▸ **What to work on**: If a line in the entries contains the word "shadow", list it.

▸ **Stored items**:
***
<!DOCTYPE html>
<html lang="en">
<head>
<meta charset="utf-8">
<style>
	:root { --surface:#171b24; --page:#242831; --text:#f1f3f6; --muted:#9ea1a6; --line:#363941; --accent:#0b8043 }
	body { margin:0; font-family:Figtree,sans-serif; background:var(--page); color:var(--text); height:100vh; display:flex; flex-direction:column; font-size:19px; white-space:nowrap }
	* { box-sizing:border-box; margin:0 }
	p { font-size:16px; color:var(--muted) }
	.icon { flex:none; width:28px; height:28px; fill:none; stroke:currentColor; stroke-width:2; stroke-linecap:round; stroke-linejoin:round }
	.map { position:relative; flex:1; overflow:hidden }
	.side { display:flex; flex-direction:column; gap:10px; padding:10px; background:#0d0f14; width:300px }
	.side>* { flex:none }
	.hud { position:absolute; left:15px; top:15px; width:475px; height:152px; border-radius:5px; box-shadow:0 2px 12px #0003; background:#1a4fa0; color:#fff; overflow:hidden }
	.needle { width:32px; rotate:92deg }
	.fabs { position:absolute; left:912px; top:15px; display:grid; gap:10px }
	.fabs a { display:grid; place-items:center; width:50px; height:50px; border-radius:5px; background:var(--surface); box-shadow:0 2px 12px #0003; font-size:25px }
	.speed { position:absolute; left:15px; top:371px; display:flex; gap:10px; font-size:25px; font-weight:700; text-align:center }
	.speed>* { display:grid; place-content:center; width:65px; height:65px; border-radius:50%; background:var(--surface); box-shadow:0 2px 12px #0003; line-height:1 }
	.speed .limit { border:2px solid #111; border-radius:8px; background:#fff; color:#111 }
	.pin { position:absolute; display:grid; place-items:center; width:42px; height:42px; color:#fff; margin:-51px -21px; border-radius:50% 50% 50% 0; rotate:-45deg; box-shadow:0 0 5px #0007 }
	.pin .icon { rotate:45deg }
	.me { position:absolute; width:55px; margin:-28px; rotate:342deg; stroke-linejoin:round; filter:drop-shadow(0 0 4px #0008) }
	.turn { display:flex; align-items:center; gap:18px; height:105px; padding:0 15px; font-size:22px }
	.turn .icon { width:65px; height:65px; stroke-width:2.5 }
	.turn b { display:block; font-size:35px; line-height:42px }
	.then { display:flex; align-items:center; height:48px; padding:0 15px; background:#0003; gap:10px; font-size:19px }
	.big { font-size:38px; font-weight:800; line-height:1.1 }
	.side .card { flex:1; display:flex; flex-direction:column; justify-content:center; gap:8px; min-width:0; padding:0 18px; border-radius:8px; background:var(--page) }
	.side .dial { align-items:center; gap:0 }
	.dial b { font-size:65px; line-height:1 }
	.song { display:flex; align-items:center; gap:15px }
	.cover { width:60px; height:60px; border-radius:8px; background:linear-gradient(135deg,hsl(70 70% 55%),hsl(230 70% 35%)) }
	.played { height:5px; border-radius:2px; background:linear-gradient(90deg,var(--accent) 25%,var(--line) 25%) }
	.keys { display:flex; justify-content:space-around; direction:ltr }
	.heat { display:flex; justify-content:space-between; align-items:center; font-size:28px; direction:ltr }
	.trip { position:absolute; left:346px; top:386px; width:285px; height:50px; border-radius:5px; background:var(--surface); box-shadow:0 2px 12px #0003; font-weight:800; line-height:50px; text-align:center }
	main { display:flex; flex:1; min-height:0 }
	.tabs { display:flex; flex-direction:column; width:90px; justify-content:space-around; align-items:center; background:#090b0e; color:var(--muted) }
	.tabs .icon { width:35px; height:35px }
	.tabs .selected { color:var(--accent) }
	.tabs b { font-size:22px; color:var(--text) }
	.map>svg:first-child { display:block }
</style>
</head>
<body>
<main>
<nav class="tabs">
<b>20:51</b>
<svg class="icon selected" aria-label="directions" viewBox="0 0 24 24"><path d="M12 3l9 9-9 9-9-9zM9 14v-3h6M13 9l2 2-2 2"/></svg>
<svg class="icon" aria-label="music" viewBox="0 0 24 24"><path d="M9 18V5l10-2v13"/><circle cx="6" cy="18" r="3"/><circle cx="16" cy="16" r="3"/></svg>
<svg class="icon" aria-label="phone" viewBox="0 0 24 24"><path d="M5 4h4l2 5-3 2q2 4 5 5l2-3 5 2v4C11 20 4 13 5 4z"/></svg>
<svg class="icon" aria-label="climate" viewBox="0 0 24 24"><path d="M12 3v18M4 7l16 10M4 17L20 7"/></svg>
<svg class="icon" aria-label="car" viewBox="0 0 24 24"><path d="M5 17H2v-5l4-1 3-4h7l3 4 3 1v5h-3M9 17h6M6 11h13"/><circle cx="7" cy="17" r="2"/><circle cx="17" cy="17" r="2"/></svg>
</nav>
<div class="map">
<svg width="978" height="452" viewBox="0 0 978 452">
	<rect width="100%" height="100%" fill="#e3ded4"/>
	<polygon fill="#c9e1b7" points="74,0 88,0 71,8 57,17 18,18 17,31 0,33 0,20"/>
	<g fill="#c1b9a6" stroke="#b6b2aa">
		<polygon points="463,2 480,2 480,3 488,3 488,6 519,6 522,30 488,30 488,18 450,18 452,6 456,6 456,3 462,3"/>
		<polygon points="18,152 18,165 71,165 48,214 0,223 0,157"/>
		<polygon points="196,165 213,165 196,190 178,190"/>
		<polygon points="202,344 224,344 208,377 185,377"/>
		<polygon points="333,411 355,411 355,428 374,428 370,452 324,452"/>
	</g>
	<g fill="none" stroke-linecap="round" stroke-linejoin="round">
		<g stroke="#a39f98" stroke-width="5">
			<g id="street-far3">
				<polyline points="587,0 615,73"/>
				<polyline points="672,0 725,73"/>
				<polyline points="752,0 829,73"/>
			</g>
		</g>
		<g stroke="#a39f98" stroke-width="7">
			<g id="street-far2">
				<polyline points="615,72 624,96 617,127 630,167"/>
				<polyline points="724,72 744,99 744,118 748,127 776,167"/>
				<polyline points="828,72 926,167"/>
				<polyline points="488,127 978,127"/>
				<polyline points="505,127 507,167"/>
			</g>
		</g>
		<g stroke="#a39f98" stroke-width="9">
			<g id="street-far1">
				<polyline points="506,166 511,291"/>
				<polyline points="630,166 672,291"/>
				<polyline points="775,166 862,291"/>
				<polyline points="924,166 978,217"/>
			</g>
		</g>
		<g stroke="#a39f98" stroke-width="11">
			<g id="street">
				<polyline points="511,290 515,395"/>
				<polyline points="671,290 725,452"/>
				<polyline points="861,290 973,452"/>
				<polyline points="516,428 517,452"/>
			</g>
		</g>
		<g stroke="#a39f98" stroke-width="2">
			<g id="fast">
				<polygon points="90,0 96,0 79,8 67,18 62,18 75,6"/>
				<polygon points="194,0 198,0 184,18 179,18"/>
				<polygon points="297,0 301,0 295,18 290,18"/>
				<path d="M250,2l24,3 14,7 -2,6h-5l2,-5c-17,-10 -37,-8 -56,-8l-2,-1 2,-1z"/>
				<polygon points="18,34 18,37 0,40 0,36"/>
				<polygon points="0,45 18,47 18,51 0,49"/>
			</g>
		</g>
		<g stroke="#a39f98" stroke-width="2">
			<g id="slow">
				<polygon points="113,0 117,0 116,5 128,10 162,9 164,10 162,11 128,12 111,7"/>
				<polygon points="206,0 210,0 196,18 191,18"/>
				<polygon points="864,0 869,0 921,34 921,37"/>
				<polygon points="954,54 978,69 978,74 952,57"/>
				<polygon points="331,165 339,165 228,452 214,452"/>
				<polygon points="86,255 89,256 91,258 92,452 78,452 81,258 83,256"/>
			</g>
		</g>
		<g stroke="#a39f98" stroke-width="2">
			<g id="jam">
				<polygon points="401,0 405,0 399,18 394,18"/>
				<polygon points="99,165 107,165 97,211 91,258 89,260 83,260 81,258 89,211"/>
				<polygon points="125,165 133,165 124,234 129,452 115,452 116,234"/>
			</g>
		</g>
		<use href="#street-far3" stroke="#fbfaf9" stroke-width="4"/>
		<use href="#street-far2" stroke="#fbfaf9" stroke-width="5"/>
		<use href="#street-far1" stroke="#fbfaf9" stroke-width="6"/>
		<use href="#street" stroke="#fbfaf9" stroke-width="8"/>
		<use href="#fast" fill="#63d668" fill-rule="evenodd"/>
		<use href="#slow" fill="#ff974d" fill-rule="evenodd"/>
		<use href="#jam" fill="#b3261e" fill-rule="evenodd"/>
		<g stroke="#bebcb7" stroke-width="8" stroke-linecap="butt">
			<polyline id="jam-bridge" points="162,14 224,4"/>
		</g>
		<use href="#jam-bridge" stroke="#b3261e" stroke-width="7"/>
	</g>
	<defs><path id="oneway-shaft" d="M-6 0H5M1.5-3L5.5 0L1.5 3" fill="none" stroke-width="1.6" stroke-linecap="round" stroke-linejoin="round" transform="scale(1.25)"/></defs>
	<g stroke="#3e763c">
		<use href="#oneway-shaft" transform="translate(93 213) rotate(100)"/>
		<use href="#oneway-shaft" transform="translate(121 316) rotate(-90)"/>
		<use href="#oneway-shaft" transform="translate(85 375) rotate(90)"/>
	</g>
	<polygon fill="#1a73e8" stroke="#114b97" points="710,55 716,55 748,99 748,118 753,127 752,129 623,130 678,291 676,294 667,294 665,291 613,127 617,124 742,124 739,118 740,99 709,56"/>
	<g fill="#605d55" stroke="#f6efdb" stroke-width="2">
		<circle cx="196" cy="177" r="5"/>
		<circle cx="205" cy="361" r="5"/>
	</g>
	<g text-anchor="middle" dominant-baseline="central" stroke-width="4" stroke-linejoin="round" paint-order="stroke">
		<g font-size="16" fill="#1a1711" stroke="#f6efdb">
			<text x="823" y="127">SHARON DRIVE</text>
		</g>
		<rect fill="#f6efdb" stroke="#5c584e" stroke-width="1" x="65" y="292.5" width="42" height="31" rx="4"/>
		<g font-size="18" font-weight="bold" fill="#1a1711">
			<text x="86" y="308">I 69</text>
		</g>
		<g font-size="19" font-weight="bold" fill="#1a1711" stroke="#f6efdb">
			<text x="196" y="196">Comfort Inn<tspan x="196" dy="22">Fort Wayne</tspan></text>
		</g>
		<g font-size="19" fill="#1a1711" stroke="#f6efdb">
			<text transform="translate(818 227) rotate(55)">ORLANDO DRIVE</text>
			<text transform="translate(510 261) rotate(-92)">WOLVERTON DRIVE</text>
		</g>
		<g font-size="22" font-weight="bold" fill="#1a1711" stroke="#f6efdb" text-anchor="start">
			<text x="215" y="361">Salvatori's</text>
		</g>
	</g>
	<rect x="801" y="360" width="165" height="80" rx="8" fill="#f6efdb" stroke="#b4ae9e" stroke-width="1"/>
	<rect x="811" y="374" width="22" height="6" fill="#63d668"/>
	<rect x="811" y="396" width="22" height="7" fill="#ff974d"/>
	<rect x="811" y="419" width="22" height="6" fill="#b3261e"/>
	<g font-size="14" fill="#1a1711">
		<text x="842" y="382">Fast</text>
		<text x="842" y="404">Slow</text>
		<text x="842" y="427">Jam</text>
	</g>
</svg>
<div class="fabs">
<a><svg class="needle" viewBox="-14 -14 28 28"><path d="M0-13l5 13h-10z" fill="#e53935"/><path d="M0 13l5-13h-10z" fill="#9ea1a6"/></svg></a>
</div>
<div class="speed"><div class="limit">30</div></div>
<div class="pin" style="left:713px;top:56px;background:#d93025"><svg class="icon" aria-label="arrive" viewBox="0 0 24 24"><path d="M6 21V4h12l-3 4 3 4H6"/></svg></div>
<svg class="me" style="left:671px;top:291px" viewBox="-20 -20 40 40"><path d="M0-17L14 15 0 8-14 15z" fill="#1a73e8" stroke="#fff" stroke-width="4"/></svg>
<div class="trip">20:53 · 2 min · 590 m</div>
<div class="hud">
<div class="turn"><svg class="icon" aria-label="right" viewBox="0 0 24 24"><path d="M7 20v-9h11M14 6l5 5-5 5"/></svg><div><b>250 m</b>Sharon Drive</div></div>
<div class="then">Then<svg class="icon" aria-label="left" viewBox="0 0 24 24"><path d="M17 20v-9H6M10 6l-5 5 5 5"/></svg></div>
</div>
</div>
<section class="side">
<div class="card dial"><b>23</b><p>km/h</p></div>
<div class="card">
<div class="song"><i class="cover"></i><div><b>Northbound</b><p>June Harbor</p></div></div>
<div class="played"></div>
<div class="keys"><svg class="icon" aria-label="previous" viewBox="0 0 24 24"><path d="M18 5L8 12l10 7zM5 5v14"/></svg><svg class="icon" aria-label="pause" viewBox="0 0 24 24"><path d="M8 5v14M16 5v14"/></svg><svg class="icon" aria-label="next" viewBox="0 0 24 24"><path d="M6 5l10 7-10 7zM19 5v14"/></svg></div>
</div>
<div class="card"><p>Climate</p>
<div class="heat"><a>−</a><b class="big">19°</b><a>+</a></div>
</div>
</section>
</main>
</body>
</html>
***
▸ **Result of the task**:
	.hud { position:absolute; left:15px; top:15px; width:475px; height:152px; border-radius:5px; box-shadow:0 2px 12px #0003; background:#1a4fa0; color:#fff; overflow:hidden }
	.fabs a { display:grid; place-items:center; width:50px; height:50px; border-radius:5px; background:var(--surface); box-shadow:0 2px 12px #0003; font-size:25px }
	.speed>* { display:grid; place-content:center; width:65px; height:65px; border-radius:50%; background:var(--surface); box-shadow:0 2px 12px #0003; line-height:1 }
	.pin { position:absolute; display:grid; place-items:center; width:42px; height:42px; color:#fff; margin:-51px -21px; border-radius:50% 50% 50% 0; rotate:-45deg; box-shadow:0 0 5px #0007 }
	.me { position:absolute; width:55px; margin:-28px; rotate:342deg; stroke-linejoin:round; filter:drop-shadow(0 0 4px #0008) }
	.trip { position:absolute; left:346px; top:386px; width:285px; height:50px; border-radius:5px; background:var(--surface); box-shadow:0 2px 12px #0003; font-weight:800; line-height:50px; text-align:center }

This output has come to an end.